Airflow Guides

View all Guides

Overview

One of the great benefits of Airflow is its vast network of provider packages that provide hooks, operators, and sensors for many common use cases. Another great benefit of Airflow is that because everything is defined in Python code, it is highly customizable. If a hook, operator, or sensor you need doesn't exist in the open source, you can easily define your own.

In this guide, we'll briefly explain how to define your own custom code. Then, we'll cover everything you need to know to make custom code available to your DAGs. We'll use custom operators as our primary example, but these same concepts also apply to custom hooks and sensors.

Defining a Custom Operator

At a high level, creating a custom operator is straightforward. At a minimum, all custom operators must:

  • Inherit from the BaseOperator.
  • Define Constructor and Execute classes.

This will look something like the code below:

from airflow.operators.bash_operator import BaseOperator
from airflow.utils.decorators import apply_defaults
from hooks.my_hook import MyHook


class MyOperator(BaseOperator):

    @apply_defaults
    def __init__(self,
                 my_field,
                 *args,
                 **kwargs):
        super(MyOperator, self).__init__(*args, **kwargs)
        self.my_field = my_field

    def execute(self, context):
        hook = MyHook('my_conn')
        hook.my_method()

If your custom operator is modifying functionality of an existing operator, your class can inherit from the operator you are building off of instead of the BaseOperator. For more detailed instructions on defining custom operators, check out the Apache Airflow How-to Guide.

Importing Custom Operators

Once you have your custom operator defined, you need to make it available to your DAGs. Some legacy Airflow documentation or forums may reference registering your custom operator as an Airflow plugin, but this is not necessary. To import a custom operator into your DAGs, the file containing your custom operator needs to be in a directory that is present in your PYTHONPATH.

Airflow by default will add the dags/ and plugins/ directories in a project to the PYTHONPATH, so those are the most natural choices for storing custom operator files (check out the Apache Airflow Module Management docs for more info).
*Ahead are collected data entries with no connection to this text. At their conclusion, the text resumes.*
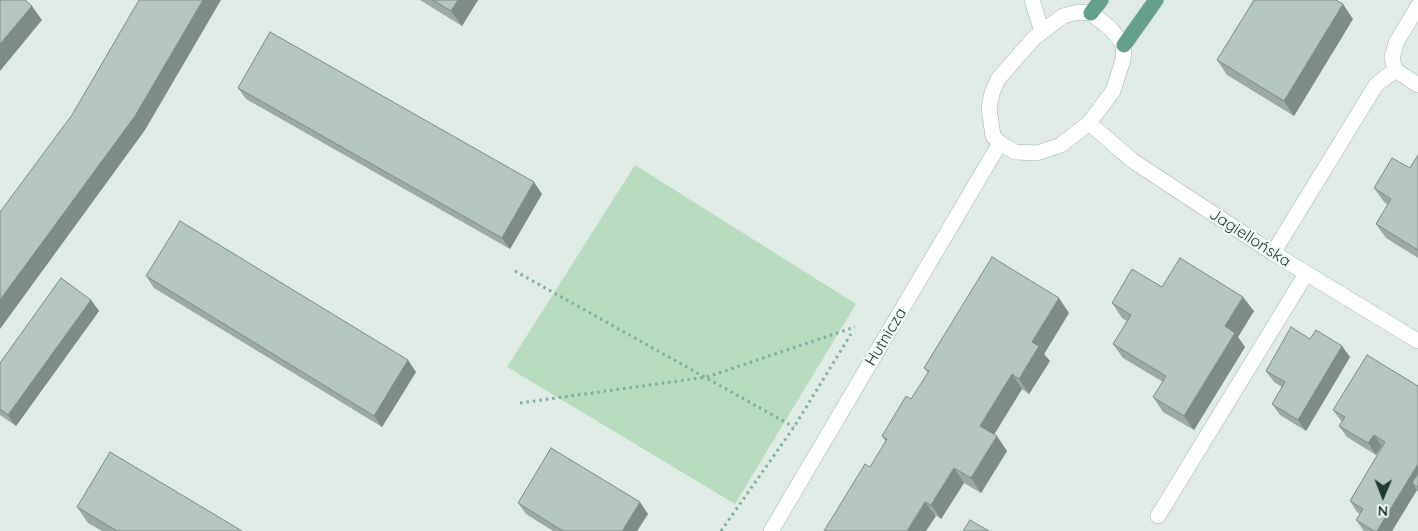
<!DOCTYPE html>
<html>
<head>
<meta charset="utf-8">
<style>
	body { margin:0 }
	#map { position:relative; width:1418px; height:531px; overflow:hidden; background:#e0ebe5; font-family:Quicksand,sans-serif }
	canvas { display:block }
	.north { position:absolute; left:1358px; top:471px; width:50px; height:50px; -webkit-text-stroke:4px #f0f8f3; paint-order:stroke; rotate:181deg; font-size:14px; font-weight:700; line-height:20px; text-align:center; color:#213b32 }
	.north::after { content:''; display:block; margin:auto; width:18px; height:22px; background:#213b32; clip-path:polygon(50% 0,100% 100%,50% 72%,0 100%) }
</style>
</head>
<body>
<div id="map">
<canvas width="1418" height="531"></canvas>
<div class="north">N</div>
</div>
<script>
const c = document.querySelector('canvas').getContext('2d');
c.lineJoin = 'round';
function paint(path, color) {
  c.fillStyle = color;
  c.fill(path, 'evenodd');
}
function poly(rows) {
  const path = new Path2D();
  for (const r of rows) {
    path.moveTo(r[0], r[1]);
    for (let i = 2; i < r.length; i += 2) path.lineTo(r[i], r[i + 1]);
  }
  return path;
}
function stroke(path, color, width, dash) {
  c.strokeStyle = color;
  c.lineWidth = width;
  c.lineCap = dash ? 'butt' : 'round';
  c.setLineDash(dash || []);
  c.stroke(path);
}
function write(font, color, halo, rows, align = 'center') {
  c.font = font + ' Quicksand,sans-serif';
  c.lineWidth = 4.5;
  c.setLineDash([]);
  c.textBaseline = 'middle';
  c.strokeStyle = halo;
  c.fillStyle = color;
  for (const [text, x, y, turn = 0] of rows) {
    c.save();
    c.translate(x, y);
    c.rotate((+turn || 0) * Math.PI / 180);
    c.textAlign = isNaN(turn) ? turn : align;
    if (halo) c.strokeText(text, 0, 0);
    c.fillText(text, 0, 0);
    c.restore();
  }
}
paint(poly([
	[635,165,856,304,735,504,507,367]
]), '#b9dcc0');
const service = poly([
	[1158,516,1306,274]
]);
const minor = poly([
	[1418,6,1396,43,1392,58,1395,70,1418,85],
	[1273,253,1376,85,1395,70]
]);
const tertiary = poly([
	[1032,0,1042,32],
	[1078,12,1091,13,1110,28,1124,45,1123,60,1113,91,1089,123,1061,145,1037,153,1015,152,1000,143,993,136,989,108,992,93,998,79,1034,38,1063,16,1078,12],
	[1089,123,1133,161,1273,253,1418,341],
	[771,531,1000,143]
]);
const primary = poly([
	[1091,13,1101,0],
	[1124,45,1156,0]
]);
stroke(service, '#a3b3ac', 16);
stroke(minor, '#a3b3ac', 16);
stroke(tertiary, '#a3b3ac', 16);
stroke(primary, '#c1c8c6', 16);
stroke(poly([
	[515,271,794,427],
	[520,403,707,377,855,327],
	[721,531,794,427,851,334]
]), '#80af9d', 3, [2.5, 4]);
stroke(service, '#fff', 15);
stroke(minor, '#fff', 15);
stroke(tertiary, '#fff', 15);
stroke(primary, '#64a18d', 15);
paint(poly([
	[420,0,478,0,462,26],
	[1353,19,1294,116,1227,75,1217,60],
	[238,88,542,194,510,249,246,99],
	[1418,155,1418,258,1386,238,1376,224,1388,205,1384,202,1374,188,1410,168],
	[146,276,416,372,382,427,154,288],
	[1162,287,1254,311,1238,337,1245,347,1194,430,1163,412,1153,397,1163,382,1123,358,1113,344,1127,321,1122,318,1112,303],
	[91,300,99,311,16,426,0,415,0,363],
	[1069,313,1044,354,1050,361,1029,394,1022,389,994,435,1007,451,981,493,964,483,941,519,870,467,886,442,882,436,911,399,928,373,924,368],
	[1310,339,1350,357,1306,431,1280,415,1272,404,1282,387,1274,382,1266,371],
	[1418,386,1418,492,1417,490,1392,531,1364,531,1356,520,1360,514,1357,512,1350,501,1383,447,1382,446,1376,455,1347,437,1339,426,1342,422,1333,410],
	[518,503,648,514,637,531,553,531,526,514],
	[77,507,242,531,102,531,88,523]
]), '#9caaa3');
paint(poly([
	[203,0,221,0,145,130,0,329,0,300],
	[458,0,478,0,462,26,451,11],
	[1343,4,1353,19,1294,116,1284,101],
	[32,6,42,20,0,71,0,44],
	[534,182,542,194,510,249,502,238],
	[1243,297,1254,311,1238,337,1245,347,1194,430,1184,416,1225,326],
	[1059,298,1069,313,1044,354,1050,361,1029,394,1019,379,1032,342],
	[91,300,99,311,16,426,8,415],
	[1342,346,1350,357,1306,431,1298,420],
	[408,360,416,372,382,427,374,416],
	[1012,374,1022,389,990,441,980,426],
	[1374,435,1382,446,1376,455,1368,443],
	[997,436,1007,451,981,493,971,478],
	[1418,464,1418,487,1412,483,1417,490,1392,531,1377,531],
	[954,468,964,483,941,519,931,505],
	[640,502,648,514,637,531,623,531,623,530],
	[925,502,936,516,926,531,907,531]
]), '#7f8b85');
const building = poly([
	[0,0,25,0,32,6,0,44,0,0],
	[139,0,203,0,135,116,0,300,0,212,72,115,139,0],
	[433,0,458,0,451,11,433,0],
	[1254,0,1336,0,1343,4,1284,101,1217,60,1254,0],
	[270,32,534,182,502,238,238,88,270,32],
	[1418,155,1418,250,1376,224,1391,199,1374,188,1392,158,1410,168,1418,155],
	[180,221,408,360,374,416,146,276,180,221],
	[992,257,1059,298,1032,342,1039,346,1019,379,1012,374,980,426,997,436,971,478,954,468,931,505,925,502,907,531,824,531,865,464,870,467,887,439,882,436,906,396,911,399,929,371,924,368,992,257],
	[1180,258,1243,297,1225,326,1235,333,1184,416,1153,397,1166,376,1113,344,1131,315,1112,303,1132,269,1162,287,1180,258],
	[61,278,91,300,8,415,0,409,0,363,61,278],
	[1291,327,1310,339,1316,330,1342,346,1298,420,1272,404,1285,382,1266,371,1291,327],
	[1367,355,1418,386,1418,464,1377,531,1374,531,1356,520,1363,509,1350,501,1385,442,1374,435,1368,443,1339,426,1345,417,1333,410,1367,355],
	[551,448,640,502,623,530,624,531,563,531,518,503,551,448],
	[110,452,242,531,117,531,77,507,110,452],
	[1418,473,1418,487,1412,483,1418,473],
	[970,520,989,531,963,531,970,520]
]);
paint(building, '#b5c6be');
stroke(building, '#7f8b85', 1);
write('16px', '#213b32', '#f0f8f3', [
	["Jagiellońska",1250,238,33],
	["Hutnicza",886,337,-59]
]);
</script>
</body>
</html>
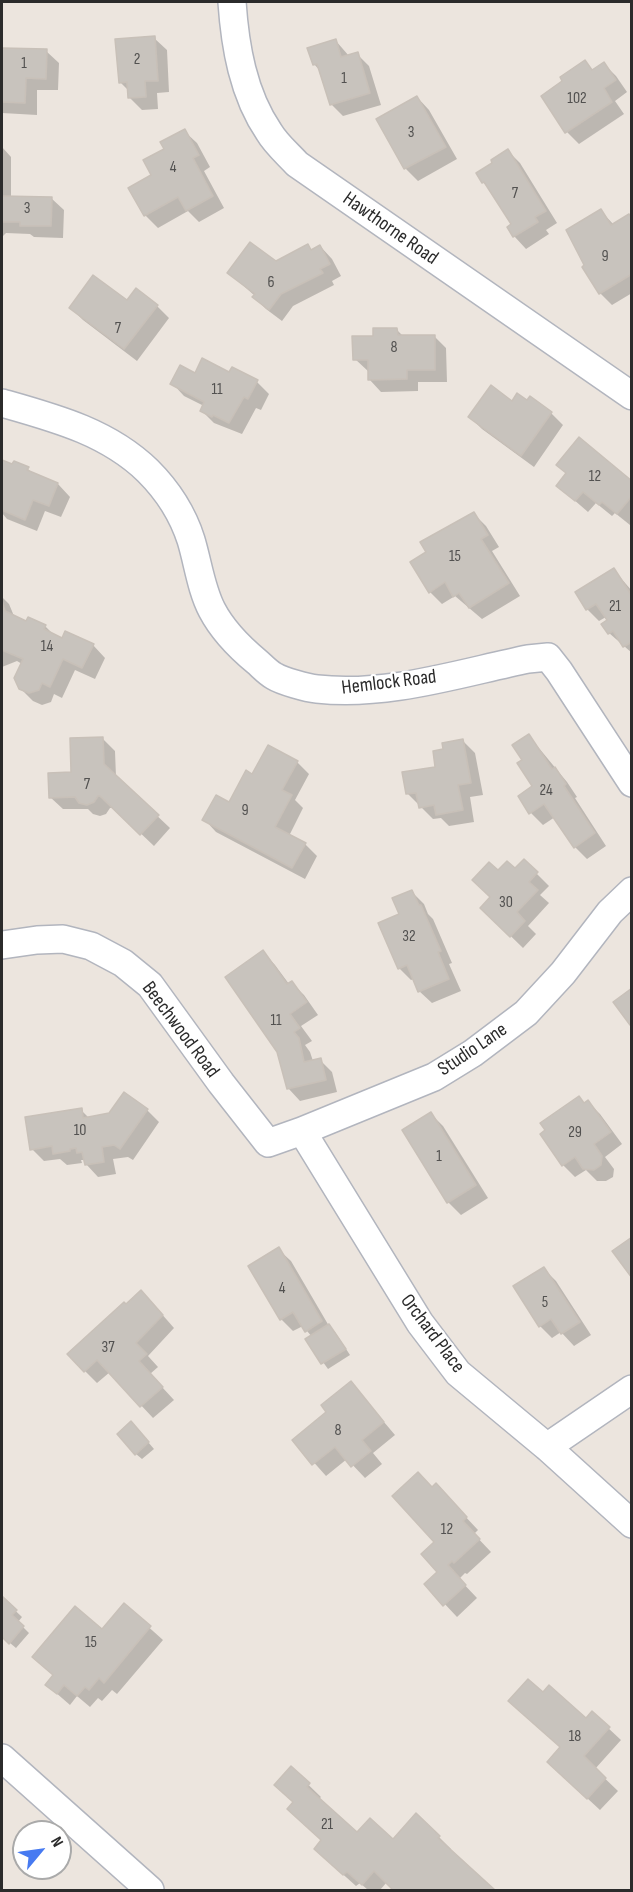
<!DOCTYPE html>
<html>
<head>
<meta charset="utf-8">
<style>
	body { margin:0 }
	#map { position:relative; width:633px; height:1892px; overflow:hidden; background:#ece5de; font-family:"Sofia Sans Condensed",sans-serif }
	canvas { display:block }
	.frame { position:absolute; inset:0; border:3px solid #2b2b2b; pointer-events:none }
	.north { position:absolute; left:12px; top:1820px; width:60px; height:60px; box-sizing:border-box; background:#fff; border:2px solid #aaa; border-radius:50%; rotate:61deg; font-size:16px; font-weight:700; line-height:24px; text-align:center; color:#2b2b2b }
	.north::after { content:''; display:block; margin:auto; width:21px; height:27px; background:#477af1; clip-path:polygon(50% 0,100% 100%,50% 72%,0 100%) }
</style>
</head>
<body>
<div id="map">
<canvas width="633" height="1892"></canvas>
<div class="frame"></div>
<div class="north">N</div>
</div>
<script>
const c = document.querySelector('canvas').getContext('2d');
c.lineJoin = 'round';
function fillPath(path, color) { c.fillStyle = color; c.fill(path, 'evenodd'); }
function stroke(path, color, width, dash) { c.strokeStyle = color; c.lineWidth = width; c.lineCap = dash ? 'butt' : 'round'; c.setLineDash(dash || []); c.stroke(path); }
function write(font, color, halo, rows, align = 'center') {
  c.font = font + ' "Sofia Sans Condensed",sans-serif'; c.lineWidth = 4.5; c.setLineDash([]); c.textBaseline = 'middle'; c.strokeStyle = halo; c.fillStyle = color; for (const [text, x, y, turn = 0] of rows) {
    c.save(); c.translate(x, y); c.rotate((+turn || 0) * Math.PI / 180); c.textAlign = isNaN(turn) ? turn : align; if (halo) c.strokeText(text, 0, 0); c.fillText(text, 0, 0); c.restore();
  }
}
const shadow = new Path2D(`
	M154,38L167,50L169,92L157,93L158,109L142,110L129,97V91L120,82Z
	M336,41L349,56L357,54L369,66L381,105L343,116L331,104L321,72L314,64Z
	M2,49L46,51L59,63L58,90H37V115L2,113Z
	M585,62L593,71L604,64L616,76L627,92L615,101L624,114L579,144L567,132L543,96L564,82Z
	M417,97L429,110L457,159L418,181L406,169L378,119Z
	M184,131L197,143L210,167L204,171L224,208L199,222L188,211L158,228L145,215L130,189L153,176L166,150Z
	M2,147L11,157V197L51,198L64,210L63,238L34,237L30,234L6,233L2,237Z
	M508,151L520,163L557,223L546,230L549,234L526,249L514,236L509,227L513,224L493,192L483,182Z
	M601,211L614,225L632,219V293L612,305L600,293Z
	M308,246L312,251L320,246L332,259L341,276L332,281L334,285L293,306L282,321L266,309L254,297L255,296L229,273L276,263Z
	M127,302L157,306L169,318L137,361L83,320L71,308Z
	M397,330L403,336H434L446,348L447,382H418V391L381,392L369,379V372L355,359L375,337Z
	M195,375L257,382L269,394L261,410L256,408L242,434L214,423L201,410L204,406L184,396L172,383Z
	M530,398L551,413L563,425L534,467L482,429L470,417L512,403H527Z
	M2,462L13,466L14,463L28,469L33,474L58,484L70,497L61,517L45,511L37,531L7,519L2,513Z
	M632,482L630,525L615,513L612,516L596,503L588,512L558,486Z
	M474,514L486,526L499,547L492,551L520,596L482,619L455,596L442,604L430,592L428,553Z
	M614,570L632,591V653L609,633L603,624L609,621L606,617L599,621L587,609Z
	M2,597L9,604L14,616L27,623L45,626L54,635L63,640L93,645L105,658L95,679L75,670L62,698L54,694L51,702L42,705L33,701L20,688L22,664L17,661L2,667Z
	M529,736L567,782L577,797L575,798L606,846L587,859L575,847L555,817L543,825L531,813L520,796L534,786L524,760Z
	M102,738L115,751L116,777L170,828L154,846L114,808H110L106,814L100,816L93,814L88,809H63L50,797Z
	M463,741L475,753L483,795L470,797L474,822L449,826L441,818L433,819L407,793L437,768L445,751Z
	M297,762L309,774L295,800L303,808L289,836L305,844L317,856L305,879L216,832L204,819L230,804L253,776Z
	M524,861L549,886L540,895L549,903L528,926L536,934L523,948L482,908Z
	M411,891L424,904L428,914L433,919L452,963L449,964L461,991L432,1003L419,991L414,979L411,980L399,968L401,915Z
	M263,952L275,965L289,984L292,983L304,995L318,1015L301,1026L312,1041L305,1045L310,1052L313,1061L320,1060L332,1072L337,1092L300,1101L288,1088Z
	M588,1102L600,1114L622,1144L605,1157L614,1169L613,1177L606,1181H597L586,1170L575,1177L563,1165L542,1135Z
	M81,1110L89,1118L147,1110L159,1122L133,1160L128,1157L113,1159L116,1174L98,1177L86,1164L85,1160H81L82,1163L67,1165L60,1159L44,1161L32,1149Z
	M431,1114L443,1126L488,1198L461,1215L448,1202L404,1131Z
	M278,1249L291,1261L329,1326L335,1332L350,1355L328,1369L307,1340L312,1337L303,1326L293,1331L281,1319Z
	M544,1269L556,1281L591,1335L574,1346L561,1332L552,1338L540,1326Z
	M153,1304L174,1328L148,1356L158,1367L150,1374L174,1400L153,1418L110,1372L97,1383L85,1371L126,1306Z
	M351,1383L395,1435L373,1453L382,1464L365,1478L347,1459L326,1476L294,1440L329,1412Z
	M137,1429L154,1449L142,1459L136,1454Z
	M448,1498L478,1530L474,1534L491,1552L467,1574L465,1573L459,1579L477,1598L457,1617L426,1584L439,1572L436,1542Z
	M2,1598L22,1617L18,1622L29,1633L16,1648L4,1638L2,1641Z
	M124,1605L163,1640L117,1694L112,1690L102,1701L98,1698L90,1707L77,1696L70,1705L47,1685L54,1676L34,1657L102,1631Z
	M592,1713L621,1740L595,1769L618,1791L600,1810L561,1774V1748Z
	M291,1768L321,1797L318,1800L357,1835L393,1841L439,1837L451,1849L449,1851L494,1890H393L394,1889L387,1882L380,1890H368L360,1883L356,1886L328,1861L323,1841L295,1803Z`);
const building = new Path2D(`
	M155,36L158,81H145L146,97L128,98L127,82L119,83L115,39Z
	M336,39L341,57L358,52L370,93L330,105L317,64L313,65L307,48Z
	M2,48L47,49L46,79L26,78L25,103L2,102Z
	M585,60L592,70L604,62L616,80L604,88L612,102L565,133L541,96L562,81L560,77Z
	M417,96L446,147L404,169L376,119Z
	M185,129L199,155L193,158L213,196L186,211L178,197L144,216L128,188L151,175L143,160L164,149L160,142Z
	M508,149L546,211L535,217L538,222L513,237L507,227L511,224L484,182L482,183L476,173L492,163L491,160Z
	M2,196L52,197L51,226H20V222H2Z
	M601,209L611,225L629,214L632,219V274L599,294L582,267L584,265L566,230Z
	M250,242L276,261L308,244L311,250L320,245L330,264L320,269L323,273L281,294L269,310L252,297L255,294L227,273Z
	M93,275L127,300L136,288L158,305L124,349L69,308Z
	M373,328H397L398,335H435V370H407V379L368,380V360H353L352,336H373Z
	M202,358L229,372L232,367L258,380L248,399L244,397L229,423L213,415L212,417L200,411L204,402L170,384L180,365L195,373Z
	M491,385L512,401L517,393L527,400L530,396L552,412L521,456L468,417Z
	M579,437L632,481V496L617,514L602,502L599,505L583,492L575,501L556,486L566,473L556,465Z
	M2,460L12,464L14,461L29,467L27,470L58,483L49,506L33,500L25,520L2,510Z
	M474,512L488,535L481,539L509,583L469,608L459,593L453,597L445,582L429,593L410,562L426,552L420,542Z
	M614,568L632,596V642L623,647L613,631L608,634L601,624L607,620L596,604L586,610L575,592Z
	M2,601L5,611L26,621L28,617L46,625L44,629L62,638L65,631L94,644L82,668L63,659L50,687L42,683L39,690L29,693L19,689L14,678L23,659L2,650Z
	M529,734L552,769L555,767L566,784L564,786L595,833L574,848L544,804L529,814L518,796L532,786L517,763L522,760L512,745Z
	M103,737L104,764L159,815L140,835L100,796H98L94,802L87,805L79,803L75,797L49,798L48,773L71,772L70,738Z
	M463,739L471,783L458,785L463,810L436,815L434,805L419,808L416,793L406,794L402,772L435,767L433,751L443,749L442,743Z
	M268,745L298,761L282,790L292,795L275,827L306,843L292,868L202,820L216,795L229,802L246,770L252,774Z
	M524,859L538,872L529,882L538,890L517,912L525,921L510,937L480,908L490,897L472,880L489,862L498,870L507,861L515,868Z
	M412,890L419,905H421L441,951L438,952L449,979L418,992L407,965L398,969L378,923L399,914L392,898Z
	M263,950L287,984L292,981L307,1002L290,1014L300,1028L294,1032L299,1038L304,1062L321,1058L326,1080L287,1089L277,1052L225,977Z
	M632,988V1024L630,1025L613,1002Z
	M124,1092L148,1109L120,1149L114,1145L102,1147L104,1162L85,1165L82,1152L77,1153L76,1148L70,1149V1151L53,1154L52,1146L30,1150L25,1117L82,1108L83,1118L109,1113Z
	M579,1096L584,1103L588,1100L611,1132L594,1144L602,1156L601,1165L594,1170L583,1169L575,1157L562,1166L540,1134L545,1130L540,1123Z
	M431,1112L476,1185L447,1203L402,1130Z
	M632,1237V1278L612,1251Z
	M279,1247L322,1321L305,1332L293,1312L280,1320L248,1266Z
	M544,1267L580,1322L561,1334L551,1319L539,1327L513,1286Z
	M141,1290L163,1315L136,1343L147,1354L139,1361L163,1387L140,1407L97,1360L84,1372L67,1354L124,1302L126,1304Z
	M329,1324L346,1349L321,1364L305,1339Z
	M351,1381L384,1422L362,1440L371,1451L351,1467L335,1447L312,1465L292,1440L326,1412L321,1405Z
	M131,1421L149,1442L135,1455L117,1434Z
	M418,1472L432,1487L436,1483L467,1517L463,1521L480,1539L454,1563L452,1561L448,1565L466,1585L443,1606L424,1584L437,1572L421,1554L434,1542L392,1496Z
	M2,1596L17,1610L12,1615L24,1626L9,1644L2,1637Z
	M124,1603L151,1626L104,1683L99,1678L89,1690L85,1687L77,1696L64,1685L57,1694L45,1685L53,1675L32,1657L75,1606L102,1629Z
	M528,1679L543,1692L549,1685L586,1718L592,1711L610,1727L584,1756L606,1778L587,1799L547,1762L560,1747L508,1701Z
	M291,1766L310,1783L307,1787L357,1832L370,1818L393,1839L416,1813L440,1836L438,1838L495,1890H391L392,1889L374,1871L362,1885L347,1872L343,1875L314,1849L321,1840L287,1809L293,1802L274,1785Z`);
const street = new Path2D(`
	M232,2C235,46 243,94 269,132C276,144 288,154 297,164L632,396
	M2,403C55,418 108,432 148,471C167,490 183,515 191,540C198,563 201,589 212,610C223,631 238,646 256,661C262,666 267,672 274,676C282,681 307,688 317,689C387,697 460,673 528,659L548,657L559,671L632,783
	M2,945L37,940L63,939L91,946L123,963L150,985L221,1083L268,1143L302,1131L434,1077L473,1053L526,1013L563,973L610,912L632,891
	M302,1131L420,1323L458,1373L547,1447L632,1524
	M547,1447L632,1389
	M2,1758L150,1890`);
const numberNames = [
	["2",137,60],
	["1",24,64],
	["1",344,79],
	["102",577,99],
	["3",411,133],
	["4",173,168],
	["7",515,194],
	["3",27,209],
	["9",605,257],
	["6",271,283],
	["7",118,329],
	["8",394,348],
	["11",217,390],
	["12",595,477],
	["15",455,557],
	["21",615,607],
	["14",47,647],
	["7",87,785],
	["24",546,791],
	["9",245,811],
	["30",506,903],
	["32",409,937],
	["11",276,1021],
	["10",80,1131],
	["29",575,1133],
	["1",439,1157],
	["4",282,1289],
	["5",545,1303],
	["37",108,1348],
	["8",338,1431],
	["12",447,1530],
	["15",91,1643],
	["18",575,1737],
	["21",327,1825]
];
const streetNames = [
	["Hawthorne Road",390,229,35],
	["Hemlock Road",389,683,-7],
	["Beechwood Road",180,1030,53],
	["Studio Lane",473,1050,-34],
	["Orchard Place",432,1334,53]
];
fillPath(shadow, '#0003');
fillPath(building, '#c8c3bd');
stroke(building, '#c8c0b8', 1.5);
stroke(street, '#b2b5be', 30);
stroke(street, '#fff', 27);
write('16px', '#525150', null, numberNames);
write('20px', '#2b2b2b', '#fff', streetNames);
</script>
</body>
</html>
Your project structure may vary depending on your team and your use case. At Astronomer we use the following structure, where custom operator files live in the plugins/ directory with sub-folders for readability.

.
├── dags/                    
│   ├── example-dag.py
├── Dockerfile                  
├── include/                 
│   └── sql/
│       └── transforms.sql
├── packages.txt     
├── plugins/             
│   └── hooks/
│       └── my_operator.py
│   └── sensors/
│       └── my_sensor.py
└── requirements.txt    

For more details on why we recommend this project structure, check out our Managing Airflow Code guide.

Note: If you use an IDE and don't want to see import errors, add the plugins directory as a source root.

Once you have your custom operators added to the project like this, you can easily import them in your DAG like you would any other Python package:

from airflow import DAG
from datetime import datetime, timedelta
from operators.my_operator import MyOperator
from sensors.my_sensor import MySensor

default_args = {
	'owner': 'airflow',
	'depends_on_past': False,
	'start_date': datetime(2018, 1, 1),
	'email_on_failure': False,
	'email_on_retry': False,
	'retries': 1,
	'retry_delay': timedelta(minutes=5),
}


with DAG('example_dag',
		 max_active_runs=3,
		 schedule_interval='@once',
		 default_args=default_args) as dag:

	sens = MySensor(
		task_id='taskA'
	)

	op = MyOperator(
		task_id='taskB',
		my_field='some text'
	)

	sens >> op

And that's it! Your DAG will use MyOperator and MySensor when it runs, giving you full flexibility over what happens in your pipelines.